● EXERCISE DETAILS:
Reproduce, character for character, the entries from their opening line through the line with "filter:drop-shadow(1px 0 #62492e)".

+ + + + + + +

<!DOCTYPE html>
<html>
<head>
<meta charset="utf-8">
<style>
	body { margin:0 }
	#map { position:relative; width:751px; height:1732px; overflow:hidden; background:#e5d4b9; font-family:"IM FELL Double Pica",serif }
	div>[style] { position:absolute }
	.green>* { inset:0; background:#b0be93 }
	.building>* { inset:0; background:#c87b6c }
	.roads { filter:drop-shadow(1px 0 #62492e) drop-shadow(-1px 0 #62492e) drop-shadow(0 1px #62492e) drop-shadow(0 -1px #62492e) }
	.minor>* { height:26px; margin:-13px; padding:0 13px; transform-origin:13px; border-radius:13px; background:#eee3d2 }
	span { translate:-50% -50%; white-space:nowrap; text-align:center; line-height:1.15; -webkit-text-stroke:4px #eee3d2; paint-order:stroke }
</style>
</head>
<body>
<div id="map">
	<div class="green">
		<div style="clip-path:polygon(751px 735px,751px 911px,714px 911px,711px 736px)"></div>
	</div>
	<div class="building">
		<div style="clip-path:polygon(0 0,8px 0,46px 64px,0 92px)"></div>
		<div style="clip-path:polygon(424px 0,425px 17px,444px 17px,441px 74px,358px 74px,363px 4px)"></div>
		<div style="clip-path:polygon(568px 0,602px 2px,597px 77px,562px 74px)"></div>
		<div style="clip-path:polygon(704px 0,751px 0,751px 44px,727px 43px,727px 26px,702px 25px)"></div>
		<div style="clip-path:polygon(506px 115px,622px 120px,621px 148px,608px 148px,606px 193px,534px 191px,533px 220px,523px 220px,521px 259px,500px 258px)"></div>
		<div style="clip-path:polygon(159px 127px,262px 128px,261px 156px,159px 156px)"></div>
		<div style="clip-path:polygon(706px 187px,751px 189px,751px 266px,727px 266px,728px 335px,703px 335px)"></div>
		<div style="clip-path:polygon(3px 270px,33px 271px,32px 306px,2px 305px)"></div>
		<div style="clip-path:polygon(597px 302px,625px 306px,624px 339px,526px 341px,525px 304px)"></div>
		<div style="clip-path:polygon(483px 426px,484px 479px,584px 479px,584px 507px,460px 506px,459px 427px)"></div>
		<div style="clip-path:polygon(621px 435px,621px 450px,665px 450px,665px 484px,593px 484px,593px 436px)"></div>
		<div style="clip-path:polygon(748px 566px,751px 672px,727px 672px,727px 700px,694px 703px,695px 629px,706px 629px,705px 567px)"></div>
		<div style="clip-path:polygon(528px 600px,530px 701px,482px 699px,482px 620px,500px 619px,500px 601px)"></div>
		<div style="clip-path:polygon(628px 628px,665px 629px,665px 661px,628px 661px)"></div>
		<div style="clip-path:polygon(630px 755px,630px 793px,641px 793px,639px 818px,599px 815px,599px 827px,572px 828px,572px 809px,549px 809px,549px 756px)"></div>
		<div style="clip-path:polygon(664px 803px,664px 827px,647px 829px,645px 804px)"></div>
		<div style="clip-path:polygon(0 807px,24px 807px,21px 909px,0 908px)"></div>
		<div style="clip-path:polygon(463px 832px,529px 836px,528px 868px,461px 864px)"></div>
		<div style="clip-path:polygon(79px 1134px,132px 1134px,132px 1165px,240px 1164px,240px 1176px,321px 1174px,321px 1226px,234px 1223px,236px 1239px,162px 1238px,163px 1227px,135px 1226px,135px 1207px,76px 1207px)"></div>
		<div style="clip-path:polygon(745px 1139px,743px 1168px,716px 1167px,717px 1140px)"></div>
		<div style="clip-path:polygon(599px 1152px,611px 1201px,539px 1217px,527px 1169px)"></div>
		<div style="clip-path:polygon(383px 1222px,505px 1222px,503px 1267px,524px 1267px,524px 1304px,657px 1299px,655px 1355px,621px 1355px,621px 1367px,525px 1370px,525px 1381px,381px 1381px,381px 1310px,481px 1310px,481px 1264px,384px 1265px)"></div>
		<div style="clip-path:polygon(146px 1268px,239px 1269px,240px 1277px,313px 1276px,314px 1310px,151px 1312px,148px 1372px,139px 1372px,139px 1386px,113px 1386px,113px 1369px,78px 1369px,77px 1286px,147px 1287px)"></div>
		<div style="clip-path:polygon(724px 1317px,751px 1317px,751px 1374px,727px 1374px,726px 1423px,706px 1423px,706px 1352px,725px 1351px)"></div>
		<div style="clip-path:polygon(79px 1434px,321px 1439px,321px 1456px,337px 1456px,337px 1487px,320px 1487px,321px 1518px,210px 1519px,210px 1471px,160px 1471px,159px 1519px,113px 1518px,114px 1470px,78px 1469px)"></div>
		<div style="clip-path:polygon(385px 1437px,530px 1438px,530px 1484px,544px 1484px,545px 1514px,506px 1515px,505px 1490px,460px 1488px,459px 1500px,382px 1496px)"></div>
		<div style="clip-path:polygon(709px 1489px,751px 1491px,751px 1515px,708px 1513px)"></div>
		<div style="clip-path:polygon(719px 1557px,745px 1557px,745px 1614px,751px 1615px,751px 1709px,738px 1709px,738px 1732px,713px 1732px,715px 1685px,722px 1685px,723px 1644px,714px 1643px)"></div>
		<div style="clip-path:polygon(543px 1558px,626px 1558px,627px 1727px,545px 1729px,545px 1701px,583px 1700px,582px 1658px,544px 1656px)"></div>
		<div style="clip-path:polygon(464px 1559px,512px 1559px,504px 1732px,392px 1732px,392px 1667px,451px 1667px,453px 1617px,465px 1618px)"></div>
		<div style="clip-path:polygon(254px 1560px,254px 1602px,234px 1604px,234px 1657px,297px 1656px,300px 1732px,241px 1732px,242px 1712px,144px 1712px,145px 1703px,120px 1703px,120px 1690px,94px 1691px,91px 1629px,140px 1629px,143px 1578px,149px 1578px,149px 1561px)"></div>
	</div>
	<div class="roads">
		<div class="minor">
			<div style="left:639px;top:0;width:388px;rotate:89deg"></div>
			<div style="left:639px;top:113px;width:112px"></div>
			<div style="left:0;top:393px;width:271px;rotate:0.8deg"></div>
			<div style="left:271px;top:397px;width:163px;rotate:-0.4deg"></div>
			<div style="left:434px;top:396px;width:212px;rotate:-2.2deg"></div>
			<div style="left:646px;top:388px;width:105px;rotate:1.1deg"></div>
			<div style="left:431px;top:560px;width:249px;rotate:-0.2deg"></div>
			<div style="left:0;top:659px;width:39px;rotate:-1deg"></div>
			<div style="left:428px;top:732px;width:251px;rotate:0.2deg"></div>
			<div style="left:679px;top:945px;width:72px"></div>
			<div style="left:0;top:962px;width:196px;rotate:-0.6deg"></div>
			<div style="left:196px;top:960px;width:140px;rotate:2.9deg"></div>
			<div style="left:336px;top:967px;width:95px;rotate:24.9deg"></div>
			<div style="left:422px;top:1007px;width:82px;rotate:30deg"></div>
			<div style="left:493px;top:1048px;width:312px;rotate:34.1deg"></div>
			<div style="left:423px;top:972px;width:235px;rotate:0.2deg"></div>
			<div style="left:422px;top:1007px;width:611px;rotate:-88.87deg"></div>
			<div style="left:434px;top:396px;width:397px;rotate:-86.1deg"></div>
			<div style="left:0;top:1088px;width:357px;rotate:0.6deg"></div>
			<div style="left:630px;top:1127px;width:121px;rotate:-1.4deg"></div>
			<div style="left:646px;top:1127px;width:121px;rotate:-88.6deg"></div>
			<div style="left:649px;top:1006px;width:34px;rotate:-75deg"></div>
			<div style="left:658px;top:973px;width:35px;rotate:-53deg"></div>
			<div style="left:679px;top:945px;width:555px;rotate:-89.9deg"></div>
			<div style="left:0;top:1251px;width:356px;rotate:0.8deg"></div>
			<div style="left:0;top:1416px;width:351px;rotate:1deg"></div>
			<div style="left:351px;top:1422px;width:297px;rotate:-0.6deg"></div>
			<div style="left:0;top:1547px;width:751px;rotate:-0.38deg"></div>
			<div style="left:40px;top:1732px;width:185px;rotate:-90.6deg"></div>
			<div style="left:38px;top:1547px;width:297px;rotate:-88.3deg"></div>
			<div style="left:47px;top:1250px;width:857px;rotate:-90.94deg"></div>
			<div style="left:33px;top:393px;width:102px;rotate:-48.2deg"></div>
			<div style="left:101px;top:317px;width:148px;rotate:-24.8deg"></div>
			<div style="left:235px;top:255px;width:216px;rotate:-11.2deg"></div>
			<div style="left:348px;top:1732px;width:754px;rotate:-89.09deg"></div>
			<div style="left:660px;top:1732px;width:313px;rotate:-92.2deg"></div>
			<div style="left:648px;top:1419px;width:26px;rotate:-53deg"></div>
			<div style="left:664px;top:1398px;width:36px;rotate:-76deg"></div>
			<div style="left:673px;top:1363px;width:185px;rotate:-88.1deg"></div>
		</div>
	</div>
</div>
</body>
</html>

+ + + + + + +

● ANSWER BELOW:
<!DOCTYPE html>
<html>
<head>
<meta charset="utf-8">
<style>
	body { margin:0 }
	#map { position:relative; width:751px; height:1732px; overflow:hidden; background:#e5d4b9; font-family:"IM FELL Double Pica",serif }
	div>[style] { position:absolute }
	.green>* { inset:0; background:#b0be93 }
	.building>* { inset:0; background:#c87b6c }
	.roads { filter:drop-shadow(1px 0 #62492e) drop-shadow(-1px 0 #62492e) drop-shadow(0 1px #62492e) drop-shadow(0 -1px #62492e) }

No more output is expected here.